Sans limites : Jean-Jacques Goldman
Grenoble, le 22 juin 2002
Radio Kol Hachalom Propos recueillis par Eric Saya

Eric Saya : Bonjour Jean-Jacques.

Jean-Jacques Goldman : Bonjour.

Eric Saya : Tu es de retour à Grenoble pour deux concerts très attendus par le public. Le nouvel album "Chansons pour les pieds" annonce des soirées riches en rythmes différents. L'originalité de ce dernier opus réside notamment dans son orchestration. Tu avais la volonté pour cela d'utiliser de nouveaux instruments et de nouveaux sons ?

Jean-Jacques Goldman : D'abord, je n'avais pas de volonté du tout. J'avais juste la volonté d'écrire des chansons.
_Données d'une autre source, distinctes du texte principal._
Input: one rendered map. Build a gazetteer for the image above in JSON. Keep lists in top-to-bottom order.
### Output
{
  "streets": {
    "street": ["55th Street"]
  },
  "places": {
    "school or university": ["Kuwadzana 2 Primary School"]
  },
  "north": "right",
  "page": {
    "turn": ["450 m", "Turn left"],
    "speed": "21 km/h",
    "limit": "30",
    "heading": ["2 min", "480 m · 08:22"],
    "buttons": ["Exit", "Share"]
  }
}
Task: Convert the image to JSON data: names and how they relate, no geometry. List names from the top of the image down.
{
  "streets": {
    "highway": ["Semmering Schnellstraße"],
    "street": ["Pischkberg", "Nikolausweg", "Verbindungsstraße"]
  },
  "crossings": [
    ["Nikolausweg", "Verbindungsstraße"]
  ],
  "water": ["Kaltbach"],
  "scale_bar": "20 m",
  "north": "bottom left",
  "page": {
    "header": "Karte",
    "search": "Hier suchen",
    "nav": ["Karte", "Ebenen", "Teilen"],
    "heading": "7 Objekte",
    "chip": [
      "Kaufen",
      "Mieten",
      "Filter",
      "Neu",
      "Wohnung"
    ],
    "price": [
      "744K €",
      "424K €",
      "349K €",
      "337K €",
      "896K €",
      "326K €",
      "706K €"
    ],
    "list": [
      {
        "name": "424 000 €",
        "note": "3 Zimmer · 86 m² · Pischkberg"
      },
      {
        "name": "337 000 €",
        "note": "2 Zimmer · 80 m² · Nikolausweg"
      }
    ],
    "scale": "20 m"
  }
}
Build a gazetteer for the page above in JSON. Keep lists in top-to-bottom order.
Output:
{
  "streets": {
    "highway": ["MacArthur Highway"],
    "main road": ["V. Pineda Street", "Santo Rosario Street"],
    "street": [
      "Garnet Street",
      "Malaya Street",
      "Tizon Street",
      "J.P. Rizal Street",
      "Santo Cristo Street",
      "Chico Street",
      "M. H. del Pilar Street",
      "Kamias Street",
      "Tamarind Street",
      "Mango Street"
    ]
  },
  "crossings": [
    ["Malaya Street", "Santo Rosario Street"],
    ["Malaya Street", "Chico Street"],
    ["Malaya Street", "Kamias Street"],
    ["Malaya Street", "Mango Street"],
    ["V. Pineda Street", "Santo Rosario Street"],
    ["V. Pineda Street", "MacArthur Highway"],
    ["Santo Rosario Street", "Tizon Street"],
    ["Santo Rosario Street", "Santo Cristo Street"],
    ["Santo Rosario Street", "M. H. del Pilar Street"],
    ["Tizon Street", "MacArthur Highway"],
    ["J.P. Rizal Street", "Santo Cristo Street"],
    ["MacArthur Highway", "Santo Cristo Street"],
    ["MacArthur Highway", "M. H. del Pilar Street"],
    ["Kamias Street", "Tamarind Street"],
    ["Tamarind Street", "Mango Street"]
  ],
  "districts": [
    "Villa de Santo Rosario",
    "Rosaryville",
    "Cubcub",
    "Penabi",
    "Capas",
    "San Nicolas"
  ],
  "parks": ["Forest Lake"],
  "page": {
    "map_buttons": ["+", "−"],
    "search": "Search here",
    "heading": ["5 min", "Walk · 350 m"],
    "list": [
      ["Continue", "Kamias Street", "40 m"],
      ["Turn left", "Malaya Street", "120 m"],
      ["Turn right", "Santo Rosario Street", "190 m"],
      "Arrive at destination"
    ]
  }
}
Ensuite, quand les chansons sont arrivées, je me suis rendu compte que c'étaient des danses, de façon non préconçue. J'ai poussé l'idée jusqu'au bout et forcément quand on parle de danses, on parle de musiques folkloriques et forcément on parle d'instruments plus particuliers.

Eric Saya : A chaque chanson de l'album est associée une danse. Est-ce que tu es parti des chansons pour les attribuer à un style musical ou est-ce que c'était voulu d'écrire une chanson par type de danse ?

Jean-Jacques Goldman : Au départ, comme je l'ai dit tout à l'heure, ce sont les six-sept premières chansons qui déterminent le reste. Ensuite par contre, il est vrai que pour les cinq qui suivent, j'essaie de les faire correspondre à l'idée de l'album.

Eric Saya : Que représente justement la danse ? Est-ce que c'est une chose sur laquelle tu voulais particulièrement t'arrêter sur un album ?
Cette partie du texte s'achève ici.